As virtual reality (VR) and augmented reality (AR) technology continues to advance, opening up worlds beyond our imagination, it’s no surprise that it has been used by homegrown artists to enhance their work.
For multimedia artist and academic Suzy Sulaiman, the curator of the Visions Of Reality exhibition in Johor Baru, the use of VR and AR technology has given new life to a series of early paintings by her father Sulaiman Esa, 82, a renowned senior artist and scholar who was born in Johor Baru.
Sulaiman, a practitioner of Islamic modernism in contemporary Malaysian art, has produced a formidable body of work integrating Islamic geometry with Malay craft traditions.
During the pandemic, he found hundreds of paintings and drawings he made from the 1950s and 1960s while clearing his studio and storeroom in Shah Alam.
“What can you do with these, Suzy?
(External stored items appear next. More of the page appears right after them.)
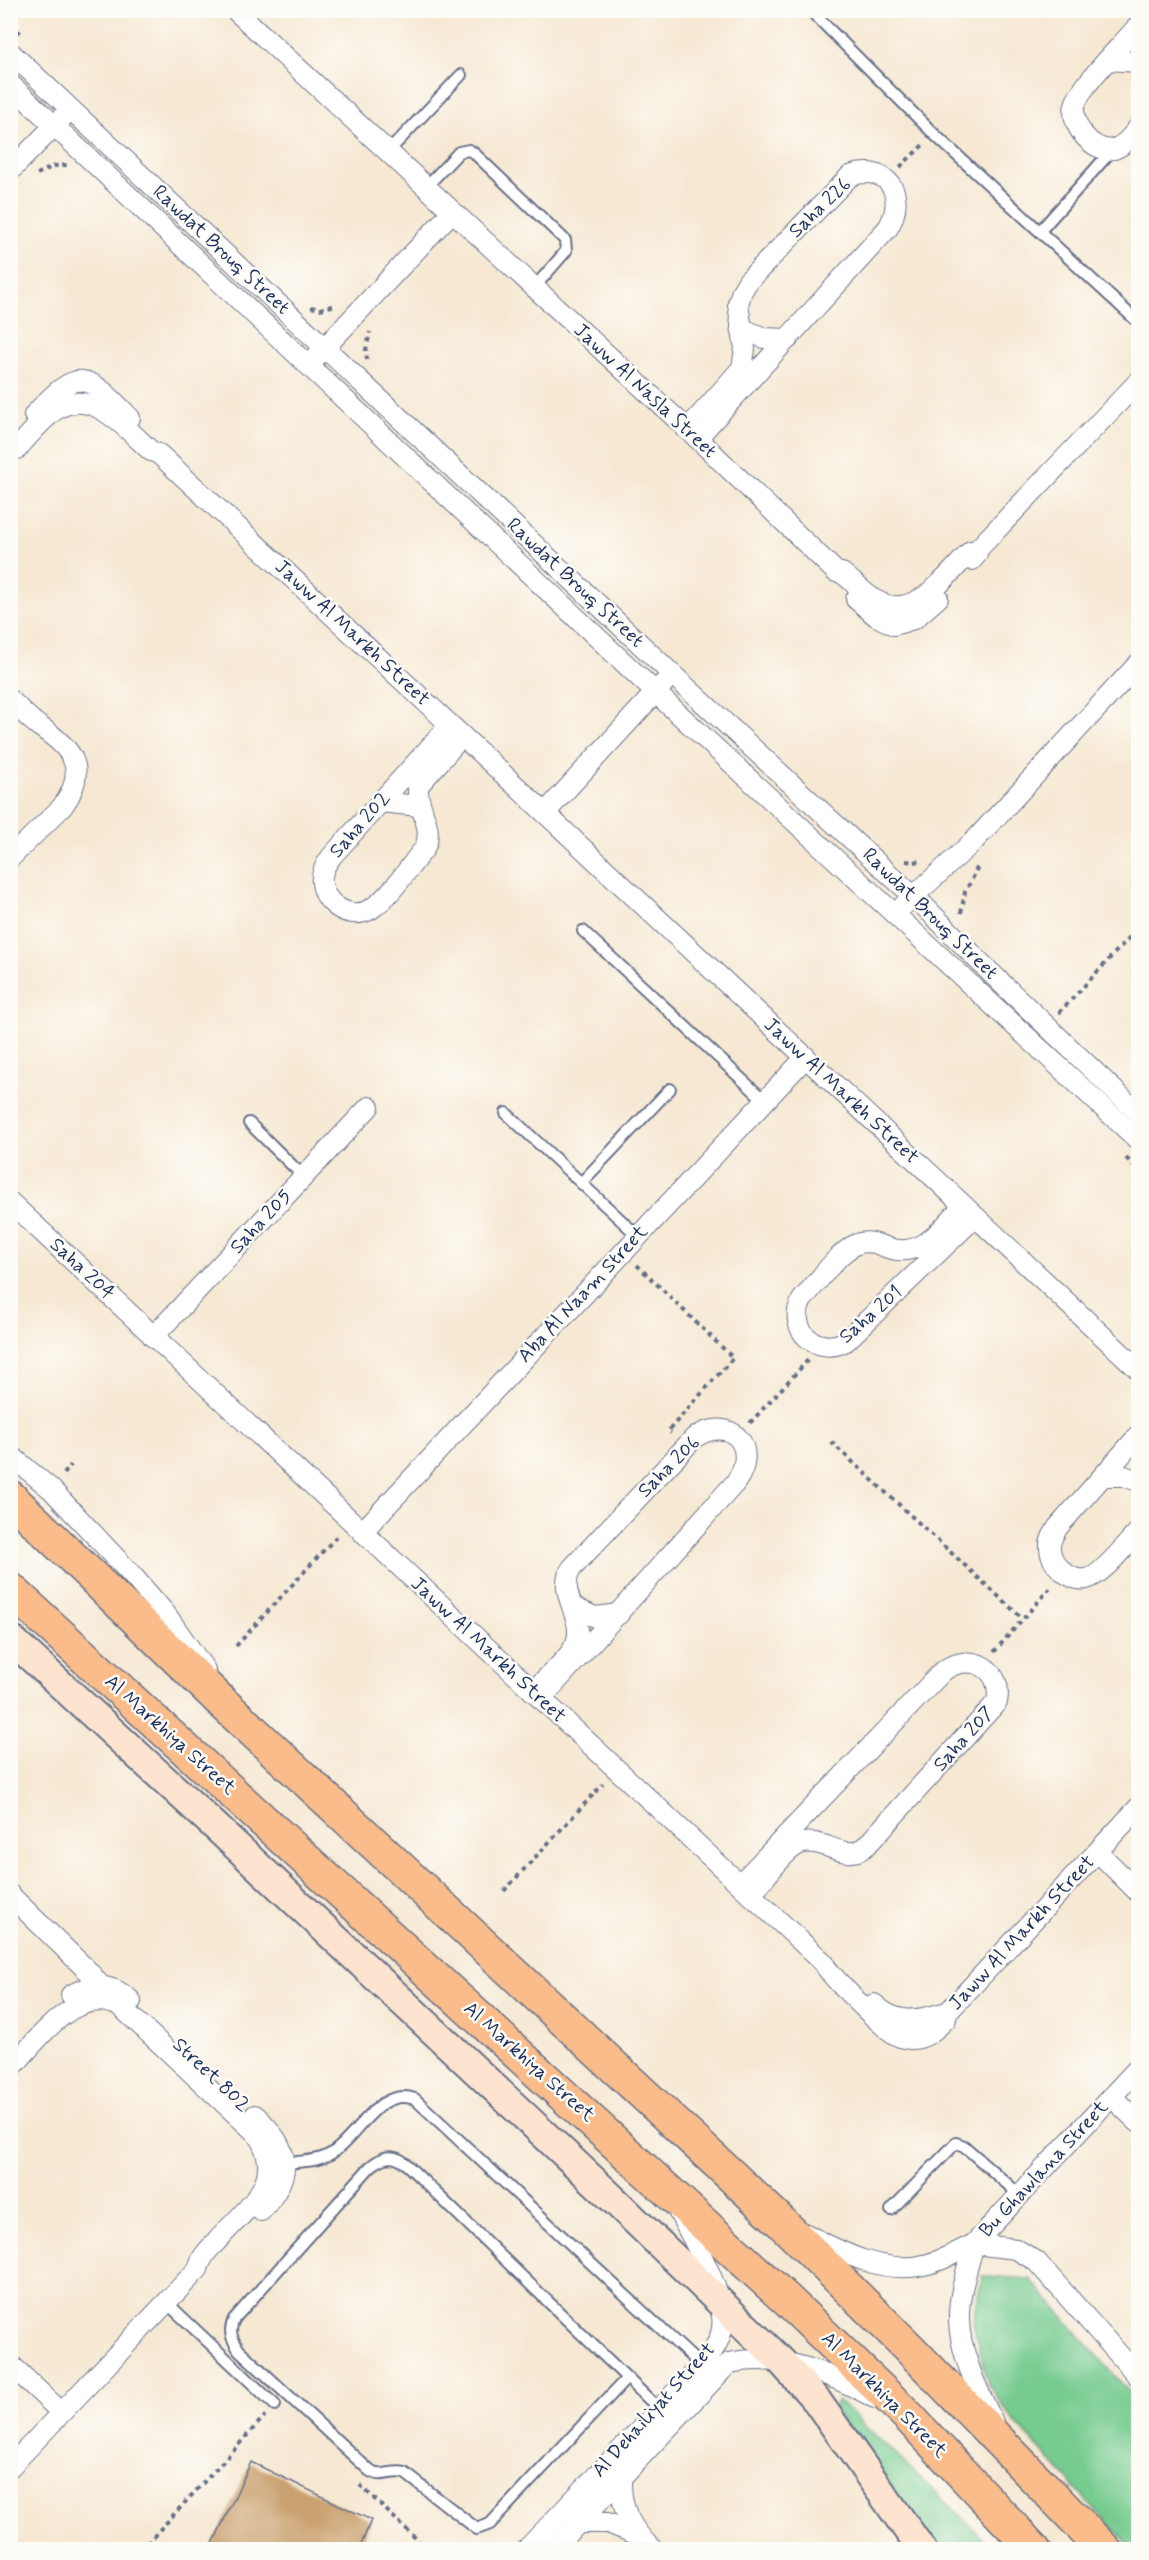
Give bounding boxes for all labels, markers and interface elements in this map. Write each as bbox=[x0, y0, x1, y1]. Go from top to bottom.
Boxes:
street label: Saha 226 bbox=[783, 172, 857, 244]
street label: Rawdat Brouq Street bbox=[146, 179, 296, 321]
street label: Jaww Al Nasla Street bbox=[568, 317, 722, 465]
street label: Rawdat Brouq Street bbox=[500, 512, 650, 654]
street label: Jaww Al Markh Street bbox=[268, 554, 436, 712]
street label: Saha 202 bbox=[324, 786, 397, 864]
street label: Rawdat Brouq Street bbox=[856, 842, 1004, 986]
street label: Jaww Al Markh Street bbox=[757, 1012, 925, 1170]
street label: Saha 205 bbox=[224, 1184, 298, 1260]
street label: Aba Al Naam Street bbox=[512, 1219, 654, 1369]
street label: Saha 204 bbox=[44, 1232, 121, 1306]
street label: Saha 201 bbox=[833, 1280, 909, 1350]
street label: Saha 206 bbox=[632, 1430, 706, 1504]
street label: Jaww Al Markh Street bbox=[404, 1571, 572, 1729]
street label: Al Markhiya Street bbox=[98, 1669, 242, 1802]
street label: Saha 207 bbox=[927, 1700, 1001, 1778]
street label: Jaww Al Markh Street bbox=[943, 1849, 1101, 2017]
street label: Al Markhiya Street bbox=[457, 1996, 601, 2129]
street label: Street 802 bbox=[166, 2032, 256, 2118]
street label: Bu Ghawlana Street bbox=[973, 2094, 1115, 2243]
street label: Al Markhiya Street bbox=[815, 2326, 953, 2464]
street label: Al Dehailiyat Street bbox=[586, 2337, 722, 2483]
Nak buang, sayang; nak simpan don’t know for what,” said Sulaiman to his daughter about what could be done with the stash of forgotten drawings.
In May 2021, Suzy began looking into some of these works when she curated Home Love: Still Life By Sulaiman Esa, an Instagram showcase of never-before-published sketches by her father.
This year, Suzy has gone further with an ambitious digital art exhibition titled Visions Of Reality: Sulaiman Esa’s Immersive Art Show, which is currently running at Ruang, Thinkcity JB, 27, Jalan Dhoby, Johor Baru until Oct 7.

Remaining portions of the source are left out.